In Brian De Palma’s Dressed to Kill (1980), Kate (Angie Dickinson) goes to a museum, sits down and looks at a painting of a woman who returns her gaze. The viewer and the viewed caught cruising one another. Kate alternates between looking at this painting and another of a large baboon, who also stares at her. Such are the spectatorial gaze relations of paintings and people who look at them. At times Kate is distracted by people who move throughout the gallery. At other times she takes down some notes - some kind of shopping list and nothing to do with her experience of the paintings. A man with sexy sunglasses sits down and they begin an elaborate game of alternating between looking at each other and the art. Eventually they fuck. Soon after she is killed.
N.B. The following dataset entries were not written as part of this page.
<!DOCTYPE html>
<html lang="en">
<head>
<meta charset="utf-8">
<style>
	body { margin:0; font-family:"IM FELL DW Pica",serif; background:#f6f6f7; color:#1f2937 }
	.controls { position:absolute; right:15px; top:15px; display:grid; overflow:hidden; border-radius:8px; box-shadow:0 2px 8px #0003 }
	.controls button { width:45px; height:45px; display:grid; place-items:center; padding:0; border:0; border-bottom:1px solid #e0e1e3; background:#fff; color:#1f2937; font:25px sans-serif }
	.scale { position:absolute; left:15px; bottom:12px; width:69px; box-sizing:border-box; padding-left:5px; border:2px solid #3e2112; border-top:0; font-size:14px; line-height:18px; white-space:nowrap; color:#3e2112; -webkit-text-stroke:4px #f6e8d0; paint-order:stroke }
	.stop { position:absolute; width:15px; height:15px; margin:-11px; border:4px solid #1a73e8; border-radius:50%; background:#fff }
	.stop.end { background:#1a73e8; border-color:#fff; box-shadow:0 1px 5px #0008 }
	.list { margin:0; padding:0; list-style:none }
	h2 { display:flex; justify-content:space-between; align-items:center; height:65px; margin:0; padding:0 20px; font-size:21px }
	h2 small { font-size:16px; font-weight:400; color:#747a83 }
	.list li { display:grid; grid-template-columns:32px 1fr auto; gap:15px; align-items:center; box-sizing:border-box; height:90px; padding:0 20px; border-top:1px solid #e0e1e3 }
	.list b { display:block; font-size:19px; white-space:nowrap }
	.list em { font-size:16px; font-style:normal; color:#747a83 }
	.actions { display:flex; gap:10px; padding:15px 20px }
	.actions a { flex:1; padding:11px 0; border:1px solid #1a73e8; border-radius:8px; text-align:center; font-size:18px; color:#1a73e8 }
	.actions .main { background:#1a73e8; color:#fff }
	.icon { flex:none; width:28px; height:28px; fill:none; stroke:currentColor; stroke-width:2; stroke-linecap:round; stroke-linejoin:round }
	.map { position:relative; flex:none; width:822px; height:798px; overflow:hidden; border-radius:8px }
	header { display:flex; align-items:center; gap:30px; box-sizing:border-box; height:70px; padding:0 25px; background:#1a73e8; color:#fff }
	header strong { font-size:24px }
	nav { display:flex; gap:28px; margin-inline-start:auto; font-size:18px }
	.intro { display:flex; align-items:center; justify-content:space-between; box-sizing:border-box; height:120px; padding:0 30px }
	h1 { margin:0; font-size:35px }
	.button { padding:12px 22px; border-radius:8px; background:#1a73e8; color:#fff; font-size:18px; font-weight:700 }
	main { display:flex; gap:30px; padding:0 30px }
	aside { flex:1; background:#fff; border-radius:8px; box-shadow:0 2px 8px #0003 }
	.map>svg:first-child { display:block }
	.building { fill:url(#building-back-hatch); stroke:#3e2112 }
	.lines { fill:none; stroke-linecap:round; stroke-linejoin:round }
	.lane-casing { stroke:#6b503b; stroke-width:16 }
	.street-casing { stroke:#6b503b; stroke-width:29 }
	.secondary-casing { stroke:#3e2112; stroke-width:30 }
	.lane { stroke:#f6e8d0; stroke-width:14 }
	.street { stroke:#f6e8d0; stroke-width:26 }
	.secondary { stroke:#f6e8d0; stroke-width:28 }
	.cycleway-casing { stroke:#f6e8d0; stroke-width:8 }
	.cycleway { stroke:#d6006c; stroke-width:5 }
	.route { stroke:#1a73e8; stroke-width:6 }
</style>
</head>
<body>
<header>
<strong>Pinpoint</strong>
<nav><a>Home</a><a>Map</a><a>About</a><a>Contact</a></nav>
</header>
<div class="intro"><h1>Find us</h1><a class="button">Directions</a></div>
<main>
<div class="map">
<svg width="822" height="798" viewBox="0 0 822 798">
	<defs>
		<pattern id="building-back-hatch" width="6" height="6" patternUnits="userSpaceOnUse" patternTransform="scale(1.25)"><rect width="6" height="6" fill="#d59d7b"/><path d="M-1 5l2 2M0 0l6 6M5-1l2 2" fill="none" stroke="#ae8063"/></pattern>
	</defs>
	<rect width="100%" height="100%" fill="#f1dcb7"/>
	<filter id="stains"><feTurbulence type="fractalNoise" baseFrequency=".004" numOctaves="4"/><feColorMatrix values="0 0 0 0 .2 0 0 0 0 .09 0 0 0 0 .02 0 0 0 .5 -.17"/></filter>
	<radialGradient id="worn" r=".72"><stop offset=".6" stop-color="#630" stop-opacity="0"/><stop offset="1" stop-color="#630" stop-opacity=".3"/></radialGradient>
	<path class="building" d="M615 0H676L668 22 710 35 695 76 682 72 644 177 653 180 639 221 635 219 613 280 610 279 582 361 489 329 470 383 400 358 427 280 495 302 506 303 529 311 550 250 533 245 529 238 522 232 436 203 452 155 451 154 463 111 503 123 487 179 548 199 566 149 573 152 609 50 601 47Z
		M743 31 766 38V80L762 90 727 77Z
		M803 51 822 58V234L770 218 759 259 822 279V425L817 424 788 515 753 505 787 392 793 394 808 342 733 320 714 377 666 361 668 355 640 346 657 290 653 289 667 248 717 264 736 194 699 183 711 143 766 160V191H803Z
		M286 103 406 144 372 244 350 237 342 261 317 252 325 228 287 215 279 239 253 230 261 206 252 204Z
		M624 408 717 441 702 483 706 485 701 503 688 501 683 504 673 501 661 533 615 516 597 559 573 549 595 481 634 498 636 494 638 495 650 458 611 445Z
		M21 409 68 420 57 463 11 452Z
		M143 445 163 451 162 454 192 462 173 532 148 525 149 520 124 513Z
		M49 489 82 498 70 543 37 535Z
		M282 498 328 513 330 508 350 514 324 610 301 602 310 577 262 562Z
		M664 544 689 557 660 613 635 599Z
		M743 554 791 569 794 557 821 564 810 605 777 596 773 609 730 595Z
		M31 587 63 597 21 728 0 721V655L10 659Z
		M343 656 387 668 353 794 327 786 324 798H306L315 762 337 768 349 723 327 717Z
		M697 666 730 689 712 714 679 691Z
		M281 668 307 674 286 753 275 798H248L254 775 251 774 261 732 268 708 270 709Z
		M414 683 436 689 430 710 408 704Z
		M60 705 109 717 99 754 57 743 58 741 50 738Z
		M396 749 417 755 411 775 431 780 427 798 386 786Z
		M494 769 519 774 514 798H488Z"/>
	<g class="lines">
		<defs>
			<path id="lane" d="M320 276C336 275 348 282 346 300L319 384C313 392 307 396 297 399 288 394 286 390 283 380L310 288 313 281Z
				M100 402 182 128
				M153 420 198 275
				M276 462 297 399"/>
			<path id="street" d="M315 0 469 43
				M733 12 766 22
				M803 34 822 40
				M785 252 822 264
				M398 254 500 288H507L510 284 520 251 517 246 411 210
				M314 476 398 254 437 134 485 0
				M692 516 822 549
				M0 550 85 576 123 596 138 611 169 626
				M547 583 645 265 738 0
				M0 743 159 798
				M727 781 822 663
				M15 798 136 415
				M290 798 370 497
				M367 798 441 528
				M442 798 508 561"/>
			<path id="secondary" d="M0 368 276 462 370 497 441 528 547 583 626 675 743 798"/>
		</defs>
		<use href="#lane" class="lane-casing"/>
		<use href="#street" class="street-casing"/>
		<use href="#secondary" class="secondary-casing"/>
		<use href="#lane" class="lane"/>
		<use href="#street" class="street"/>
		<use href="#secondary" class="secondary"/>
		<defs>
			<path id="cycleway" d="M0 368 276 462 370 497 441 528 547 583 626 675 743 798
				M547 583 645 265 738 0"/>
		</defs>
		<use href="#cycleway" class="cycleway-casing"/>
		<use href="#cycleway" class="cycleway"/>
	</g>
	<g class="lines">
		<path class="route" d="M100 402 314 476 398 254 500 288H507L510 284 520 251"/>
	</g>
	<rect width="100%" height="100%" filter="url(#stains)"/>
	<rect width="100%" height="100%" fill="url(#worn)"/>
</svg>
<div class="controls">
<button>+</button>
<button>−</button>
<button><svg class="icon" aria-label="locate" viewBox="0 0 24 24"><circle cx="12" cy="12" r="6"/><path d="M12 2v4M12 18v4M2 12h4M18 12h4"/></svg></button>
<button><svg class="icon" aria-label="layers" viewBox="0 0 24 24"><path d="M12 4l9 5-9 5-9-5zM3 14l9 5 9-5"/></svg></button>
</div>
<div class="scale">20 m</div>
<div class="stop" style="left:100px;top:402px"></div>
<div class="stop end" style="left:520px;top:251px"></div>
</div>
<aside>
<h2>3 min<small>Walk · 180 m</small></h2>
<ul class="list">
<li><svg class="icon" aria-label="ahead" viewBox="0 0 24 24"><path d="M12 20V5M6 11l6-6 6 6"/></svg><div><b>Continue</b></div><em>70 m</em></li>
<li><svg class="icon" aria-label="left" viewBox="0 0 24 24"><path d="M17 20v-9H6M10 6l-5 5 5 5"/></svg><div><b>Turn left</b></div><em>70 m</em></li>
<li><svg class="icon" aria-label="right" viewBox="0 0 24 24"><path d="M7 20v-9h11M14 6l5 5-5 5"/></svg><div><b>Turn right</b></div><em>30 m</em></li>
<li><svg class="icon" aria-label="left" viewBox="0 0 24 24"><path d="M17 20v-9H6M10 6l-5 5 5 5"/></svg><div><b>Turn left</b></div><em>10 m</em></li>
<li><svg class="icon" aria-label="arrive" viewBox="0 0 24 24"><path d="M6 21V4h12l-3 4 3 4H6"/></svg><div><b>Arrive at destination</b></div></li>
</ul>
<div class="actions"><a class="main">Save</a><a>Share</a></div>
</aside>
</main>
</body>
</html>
This has to be one of my all time favourite art scenes from a film because it illustrates the complex power relations enacted in places where spectatorship is encouraged, indeed expected. Galleries and museums are places where we look, and what better joy do we get from pretending to be absorbed in the art, when we're really checking out someone's arse. Something about art must make people horny.
You can imagine my excitement upon encountering Spacedating, a new concept in gallery sitting at artist run spaces in Sydney. I encountered Spacedating quite randomly on YouTube and to find out more watch the video posted below (which is cleverly constructed using the scenes I described from Dressed to Kill). After searching for more info about Spacedating online, I discovered that young artist Grzegorz Gawronski seems to be behind it all. Basically we all know minding galleries can be tedious and boring. But that can be remedied by joining a Spacedating database comprised of students from Sydney art schools. Next time you mind a gallery, ensure you participate in 'spacedating' a peer listed at the database. Nothing beats an afternoon fuck in a white cube. Except maybe a good old fashioned blow job in a (pre-digital) photo dark room.
Much like porn can be defined by the paradigm shift of the condom (i.e. rubber or pre-rubber) art sex is defined by whether we do it in digital or pre-digital spaces. Based on data or databased. You decide.
1 comment:
Oh that's lovely and a wonderful twist on the gaze Artswipe! Damn though Angie get's there so fast makes me envious. Maybe she'd been fasting. Love her crossed ankles though! So sweet. What a clever vid and concept - I might write and ask if it could extend to Adelaide. Any "city of churches" can do with more risque "taking" in it's white spaces.